Protecting New York from cyber threats through collaboration and innovation

In the early hours on August 24, Nevada experienced a sophisticated ransomware attack that led to various state systems being offline, in some cases for weeks, as state and federal investigators jumped to carry out the cyber response plan.

While the state was able to keep crucial services running like health and emergency services, the incident was a major attack on Nevada’s systems, the impacts of which are still being investigated more than a month later.

Situations like this are a stark reminder for governments and their partners how important it is to invest manpower, funding and education in cyber and information security. City & State’s Information Security Summit: Protecting NY’s Data & Information Systems, held on Tuesday at EmblemHealth in Lower Manhattan, delved into various facets of cybersecurity in New York, including what the biggest threats are and how to shield against them.

“When you talk about what is happening right now in the state of Nevada, it crystallizes to everybody when they say, ‘This is all theoretical, this really doesn’t happen,’” T-Mobile for Government Executive for Government Strategy Charlie O’Shea, who gave remarks, said. 

The summit opened up with welcome remarks from EmblemHealth Chief Operating Officer Tom MacMillan, who spoke to the company’s work on information security. Emblem makes significant investments in information infrastructure, regularly reports to state regulatory entities and participates in information sharing with public and private entities.

“When you think about security, good guys and bad guys, it’s a race, so everybody has to race faster than the opposition to maintain security,” he said. “We put a lot of our investment in partnerships in innovative, new solutions.”

O’Shea, of T-Mobile, introduced the event’s fireside chat speaker, New York State’s first chief cyber officer, Colin Ahern.

“When Gov. Hochul brought in the first New York state cyber officer to coordinate all of the state departments together, she really stepped up and made a tremendous hire,” O’Shea said. “This is a four-star quality person that the governor brought in to coordinate New York state, as you would expect New York to do.”

In the fireside chat, moderated by City & State Editor-in-Chief Ralph R. Ortega, Ahern touched on the governor’s cyber initiatives, including the country’s first Joint Security Operation Center that provides a statewide view of threats, educating students on tech best practices through the Computer Science for All curriculum and cybersecurity regulations to set minimum standards for hospital computers.

“The governor is not waiting for catastrophe to strike,” he said. “The world gets scarier each and every day. But we can either possibly succeed together, or we can definitely fail if we work alone, so we choose collectively and we choose working together.”

On the topic of federal funding cuts, Ahern said the state will continue to work closely with federal partners whenever possible, but will also hold them accountable when not enough is being done. “We will not hesitate to hold the federal government and this administration to account when we think they’re acting not in accordance with our values, the values of New Yorkers,” he told attendees.

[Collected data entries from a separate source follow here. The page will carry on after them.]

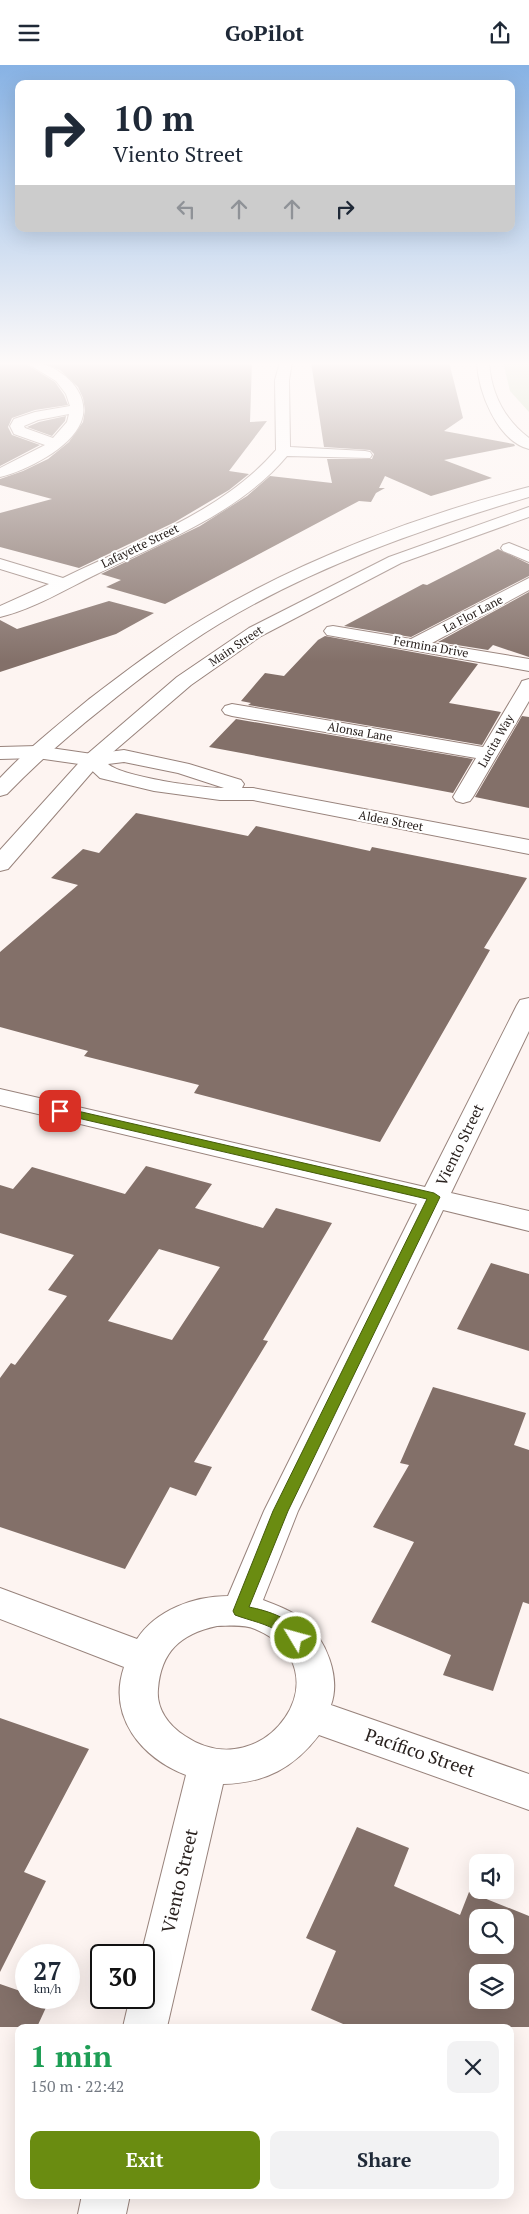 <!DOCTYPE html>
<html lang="en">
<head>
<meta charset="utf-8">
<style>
  :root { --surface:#fff; --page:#f2f2f3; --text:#1f2937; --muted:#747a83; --accent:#6a8c11 }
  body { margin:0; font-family:"PT Serif",serif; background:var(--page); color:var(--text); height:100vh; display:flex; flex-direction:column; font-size:19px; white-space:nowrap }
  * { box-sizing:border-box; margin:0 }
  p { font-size:16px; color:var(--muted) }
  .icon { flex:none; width:28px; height:28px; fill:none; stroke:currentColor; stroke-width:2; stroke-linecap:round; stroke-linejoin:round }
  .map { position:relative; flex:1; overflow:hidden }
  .side { position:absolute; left:15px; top:1959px; width:499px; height:175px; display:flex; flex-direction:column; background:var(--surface); border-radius:10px; box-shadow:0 5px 20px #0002 }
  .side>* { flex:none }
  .banner { position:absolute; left:15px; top:15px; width:500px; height:152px; border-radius:10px; box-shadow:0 5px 20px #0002; background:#fff; color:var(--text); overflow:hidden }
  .buttons { position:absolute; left:469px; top:1789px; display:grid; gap:10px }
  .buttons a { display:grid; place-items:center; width:45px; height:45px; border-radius:10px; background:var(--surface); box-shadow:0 5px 20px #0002; font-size:25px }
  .speed { position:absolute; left:15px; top:1879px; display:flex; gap:10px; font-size:25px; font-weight:700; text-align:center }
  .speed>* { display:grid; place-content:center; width:65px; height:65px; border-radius:50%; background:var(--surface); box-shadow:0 5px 20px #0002; line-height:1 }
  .speed small { font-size:12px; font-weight:400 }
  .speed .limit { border:2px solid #111; border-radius:8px; background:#fff; color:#111 }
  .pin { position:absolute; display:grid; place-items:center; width:42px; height:42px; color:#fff; margin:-21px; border-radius:10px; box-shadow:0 2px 8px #0006 }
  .me { position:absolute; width:55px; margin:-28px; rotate:307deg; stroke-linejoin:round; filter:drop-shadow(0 0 4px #0008) }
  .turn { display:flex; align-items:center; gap:18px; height:105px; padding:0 15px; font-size:22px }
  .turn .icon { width:65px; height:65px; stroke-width:2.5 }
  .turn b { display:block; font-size:35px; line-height:42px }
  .lanes { display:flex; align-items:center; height:48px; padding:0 15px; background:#0003; justify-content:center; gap:25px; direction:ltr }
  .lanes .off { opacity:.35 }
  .round { display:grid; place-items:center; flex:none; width:52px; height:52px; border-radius:10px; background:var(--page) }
  .overview { display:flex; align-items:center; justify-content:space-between; height:85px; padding:0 15px }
  h1 { font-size:30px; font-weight:700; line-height:38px; color:#1e9e55 }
  .cta { display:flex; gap:10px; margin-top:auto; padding:10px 15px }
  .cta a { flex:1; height:58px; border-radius:10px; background:var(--accent); color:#fff; font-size:20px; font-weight:700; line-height:58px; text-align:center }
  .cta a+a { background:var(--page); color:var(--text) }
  header { display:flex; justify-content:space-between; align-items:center; height:65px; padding:0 15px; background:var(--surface); font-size:22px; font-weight:700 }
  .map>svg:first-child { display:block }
</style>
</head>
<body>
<header><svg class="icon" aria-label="menu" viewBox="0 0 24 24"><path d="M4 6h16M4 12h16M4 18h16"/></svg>GoPilot<svg class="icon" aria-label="share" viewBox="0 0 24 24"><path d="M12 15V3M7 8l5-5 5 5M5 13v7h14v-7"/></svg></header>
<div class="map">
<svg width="529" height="2149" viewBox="0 0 529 2149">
  <rect width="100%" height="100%" fill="#fdf4f1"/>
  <path fill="#c2d7b2" d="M 503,297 L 529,297 L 529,347 L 510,326 Z"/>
  <path fill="#837069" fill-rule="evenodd" d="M 0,297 L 23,297 L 55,317 L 64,330 L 68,340 L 35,345 L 12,353 L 8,362 L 12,370 L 40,380 L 0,401 Z
    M 40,297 L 252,297 L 250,357 L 267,356 L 229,406 L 249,409 L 229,425 L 175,457 L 79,503 L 0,482 L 0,448 L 52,434 L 0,420 L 0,414 L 23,406 L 48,394 L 69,377 L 83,357 L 85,345 L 83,333 L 78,322 L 60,305 Z
    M 311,297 L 449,297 L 463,353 L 444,366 L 514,379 L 515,381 L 444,395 L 492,413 L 431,431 L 385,411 L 379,423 L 385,423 L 376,428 L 371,437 L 359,436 L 165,539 L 106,522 L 121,515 L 101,509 L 200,461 L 247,431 L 270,411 L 332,418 L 327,394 L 372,394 L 374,389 L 370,385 L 324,382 Z
    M 66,351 L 65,356 L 52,371 L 27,362 L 39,357 Z
    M 498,484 L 529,499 L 529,511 L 411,572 L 344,561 L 423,519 L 427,520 Z
    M 529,527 L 529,592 L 493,580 L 488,585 L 438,577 Z
    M 109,536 L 154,548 L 116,569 L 0,607 L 0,555 L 17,564 Z
    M 325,571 L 478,599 L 449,638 L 501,647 L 482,680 L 248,640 L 251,638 L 241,636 L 265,608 L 284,611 L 318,575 Z
    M 522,651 L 529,652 L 529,743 L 475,732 Z
    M 236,654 L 473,694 L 453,728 L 209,682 Z
    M 136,748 L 248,771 L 256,761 L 370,786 L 372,782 L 527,813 L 484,883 L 490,885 L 380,1077 L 194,1028 L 199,1020 L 84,991 L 88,986 L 0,962 L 0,887 L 78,820 L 51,813 L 83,784 L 99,788 Z
    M 146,1101 L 212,1119 L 195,1143 L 263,1163 L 276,1143 L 332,1158 L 263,1275 L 268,1276 L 194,1397 L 212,1402 L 196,1431 L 170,1422 L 125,1504 L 0,1462 L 0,1313 L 11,1298 L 15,1300 L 67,1231 L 48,1225 L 74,1190 L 0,1168 L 0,1120 L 13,1124 L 32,1102 L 125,1129 ZM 159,1184 L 220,1202 L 172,1275 L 108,1256 Z
    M 491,1198 L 529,1209 L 529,1286 L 457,1264 Z
    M 433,1322 L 526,1348 L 514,1380 L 529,1385 L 529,1539 L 523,1537 L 493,1626 L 443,1610 L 451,1590 L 371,1557 L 414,1477 L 373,1462 L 409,1400 L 400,1398 Z
    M 0,1653 L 89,1684 L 24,1807 L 46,1816 L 0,1907 Z
    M 357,1762 L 409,1783 L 394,1821 L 460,1850 L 469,1827 L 529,1851 L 529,1962 L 350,1962 L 311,1945 L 336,1886 L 306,1873 ZM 478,1852 L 505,1852 L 505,1880 L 478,1880 ZM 478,1908 L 505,1908 L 505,1935 L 478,1935 Z
    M 0,1919 L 26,1928 L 26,1932 L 38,1932 L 49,1936 L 37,1962 L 0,1962 Z"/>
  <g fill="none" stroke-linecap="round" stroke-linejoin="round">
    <g stroke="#98837c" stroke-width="2">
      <path id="street" d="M 25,297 C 53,294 94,325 81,357 C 71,383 26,406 0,412 L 0,403 L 45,380 L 14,369 L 10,361 L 14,354 L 35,347 L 70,341 L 66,329 L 56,316 ZM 69,349 L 67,357 L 53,373 L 25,363 L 24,361 L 38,355 Z
        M 280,297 L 292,297 L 289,315 L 290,382 L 365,386 L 370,387 L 372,390 L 370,393 L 287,391 C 238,449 164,476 97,509 C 66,524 34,544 0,552 L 0,541 L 49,519 L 0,504 L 0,494 L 63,513 C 134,478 223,447 276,385 L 275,315 Z
        M 477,297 L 489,297 C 491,328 504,354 529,373 L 529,384 C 497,376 478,326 477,297 Z
        M 509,478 L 529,486 L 529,497 L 503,486 L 501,483 L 503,480 Z
        M 529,513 L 529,525 L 432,578 L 529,594 L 529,606 L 333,571 L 327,570 L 324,566 L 327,562 L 333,561 L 411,574 Z
        M 529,614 L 529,636 L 473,732 L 470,736 L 463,738 L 456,736 L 453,732 L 476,693 L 232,651 L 225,649 L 222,645 L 225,641 L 232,639 L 483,682 L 520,620 L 522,616 Z
        M 37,681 L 92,689 L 124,685 L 189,699 L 241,715 L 244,719 L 242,723 L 253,723 L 529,775 L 529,789 L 253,735 L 220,735 L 154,726 L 100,713 L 86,700 L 37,693 L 0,694 L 0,682 ZM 124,697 L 178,708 L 224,723 C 202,723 123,712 108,699 Z
        M 529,933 L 529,966 L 451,1128 L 529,1146 L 529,1166 L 443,1145 L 298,1446 L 263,1535 C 276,1540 293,1546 304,1556 C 326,1574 341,1612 331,1640 L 529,1709 L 529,1745 L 319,1670 C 294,1703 265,1718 223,1719 L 167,1962 L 123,1962 L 130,1932 L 144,1932 L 144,1890 L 141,1890 L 186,1710 C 142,1693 107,1652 124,1602 L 0,1554 L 0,1523 L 137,1574 C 156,1545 194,1531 228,1531 L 264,1446 L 417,1139 L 0,1040 L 0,1024 L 425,1122 L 517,940 L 520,935 ZM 217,1561 C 229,1561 244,1559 255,1564 C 349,1603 265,1725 185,1671 C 169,1661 156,1644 158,1624 C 161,1587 180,1569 217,1561 Z
        M 82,2130 L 130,2130 L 126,2149 L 78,2149 Z"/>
    </g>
    <g stroke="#98837c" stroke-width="2">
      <path id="secondary" d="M 529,422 L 529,432 C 422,464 315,501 219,559 C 178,584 140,613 103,643 C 69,670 37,698 7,729 L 0,731 L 0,713 C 27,684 58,660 88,635 C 126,606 165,576 206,552 C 303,494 420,450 529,422 Z
        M 529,442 L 529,452 L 401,498 L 261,571 L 191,620 L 99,699 L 8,804 L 0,806 L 0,785 L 85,691 L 177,612 L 249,563 L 389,492 Z"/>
    </g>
    <use href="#street" fill="#fff" fill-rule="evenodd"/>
    <use href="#secondary" fill="#fff" fill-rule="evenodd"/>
  </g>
  <linearGradient id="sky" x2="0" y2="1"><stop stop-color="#87b2e4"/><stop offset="0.5" stop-color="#fefaf9"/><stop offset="1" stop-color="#fefaf9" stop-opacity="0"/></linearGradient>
  <rect width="529" height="597" fill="url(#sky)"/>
  <path fill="#6a8c11" stroke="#455b0b" d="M 60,1042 L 434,1128 L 440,1132 L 288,1446 L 249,1542 C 269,1546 294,1554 304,1573 L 301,1577 C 291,1581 288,1573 281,1568 C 266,1558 251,1556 235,1550 L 233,1546 L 273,1446 L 427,1134 L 56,1048 L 56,1043 Z"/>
  <g text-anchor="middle" stroke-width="4.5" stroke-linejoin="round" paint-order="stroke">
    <g font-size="12" fill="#29211e" stroke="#fff">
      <text transform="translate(140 481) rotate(-26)" y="4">Lafayette Street</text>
      <text transform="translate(473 549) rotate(-28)" y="4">La Flor Lane</text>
      <text transform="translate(236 581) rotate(-34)" y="4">Main Street</text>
      <text transform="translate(431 582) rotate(10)" y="4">Fermina Drive</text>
      <text transform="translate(360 667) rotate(10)" y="4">Alonsa Lane</text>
      <text transform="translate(496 676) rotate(-60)" y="4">Lucita Way</text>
      <text transform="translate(391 756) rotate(11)" y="4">Aldea Street</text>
    </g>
    <g font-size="15" fill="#29211e" stroke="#fff">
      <text transform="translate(460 1080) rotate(-64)" y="5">Viento Street</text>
    </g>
    <g font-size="18" fill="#29211e" stroke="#fff">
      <text transform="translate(420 1688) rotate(19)" y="6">Pacífico Street</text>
      <text transform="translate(180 1816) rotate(-77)" y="6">Viento Street</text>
    </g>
  </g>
</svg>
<div class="buttons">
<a><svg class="icon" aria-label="sound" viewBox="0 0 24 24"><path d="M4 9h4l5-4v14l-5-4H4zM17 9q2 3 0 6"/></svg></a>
<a><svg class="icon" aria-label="search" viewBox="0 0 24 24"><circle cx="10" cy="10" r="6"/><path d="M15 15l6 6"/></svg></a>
<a><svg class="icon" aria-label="layers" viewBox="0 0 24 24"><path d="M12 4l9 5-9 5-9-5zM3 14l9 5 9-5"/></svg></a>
</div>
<div class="speed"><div>27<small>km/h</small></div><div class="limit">30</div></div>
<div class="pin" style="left:60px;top:1046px;background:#d93025"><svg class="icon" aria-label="arrive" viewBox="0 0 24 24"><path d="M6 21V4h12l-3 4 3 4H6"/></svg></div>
<svg class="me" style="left:296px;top:1573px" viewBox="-20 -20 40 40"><circle r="17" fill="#6a8c11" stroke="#fff" stroke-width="3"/><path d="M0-11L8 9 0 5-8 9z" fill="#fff"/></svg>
<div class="banner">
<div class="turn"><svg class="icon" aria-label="right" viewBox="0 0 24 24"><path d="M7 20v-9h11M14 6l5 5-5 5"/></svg><div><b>10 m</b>Viento Street</div></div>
<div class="lanes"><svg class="icon off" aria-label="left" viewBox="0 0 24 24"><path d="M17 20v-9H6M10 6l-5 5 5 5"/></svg><svg class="icon off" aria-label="ahead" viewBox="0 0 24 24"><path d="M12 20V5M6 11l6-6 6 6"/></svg><svg class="icon off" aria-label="ahead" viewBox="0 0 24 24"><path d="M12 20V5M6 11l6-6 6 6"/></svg><svg class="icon" aria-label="right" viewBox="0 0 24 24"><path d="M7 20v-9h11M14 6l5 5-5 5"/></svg></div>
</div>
<section class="side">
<div class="overview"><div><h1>1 min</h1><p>150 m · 22:42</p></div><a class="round"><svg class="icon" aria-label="close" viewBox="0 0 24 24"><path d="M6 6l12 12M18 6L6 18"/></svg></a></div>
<div class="cta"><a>Exit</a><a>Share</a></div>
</section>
</div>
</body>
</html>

The summit also featured panel discussions among government officials and private executives on the forefront of New York’s cybersecurity industry. The first panel, “Securing New York’s Critical Infrastructure in the Digital Age,” focused on protecting critical infrastructure – which moderator Agostino Cangemi called, “the lifeblood of New York's daily life” – from attacks.

One key takeaway from the discussion was the importance of training people not only in how various technologies and security software work but also in the risks of not being careful. As panelist city Deputy Chief Information Security Officer Jose Tejada said, an untrained user is the weakest link of any cyber chain. 

“Investing in a workforce or cyber training is just as important as investing in tools,” he said. “Any agency or company that just simply invests in tools for cyber defense but does not put the emphasis on the user, in my opinion, [is] doing it wrong.”

The second panel, “The Future of Information Security,” centered around emerging technologies, like artificial intelligence and quantum computing, and how they impact cybersecurity.

“Threat actors only have to be right once,” panelist Scottie Ray, Cloudflare director of solutions engineering, said. “We have to be right a million times, because that’s the number of threats.”

Panelist Preston Miller, senior consulting director at Unit 42 by Palo Alto Networks, noted that “Forewarned is forearmed.”  “When you’re in peacetime,” Miller continued, “now is the time that you need to prepare for the next attack, because it’s going to happen.”

The event was sponsored at the gold level by EmblemHealth; at the silver level by Box, Brown & Weinraub, Carbyne, the New York State Technology Enterprise Corporation, Palo Alto Networks and T-Mobile for Government; and at the bronze level by BusPatrol.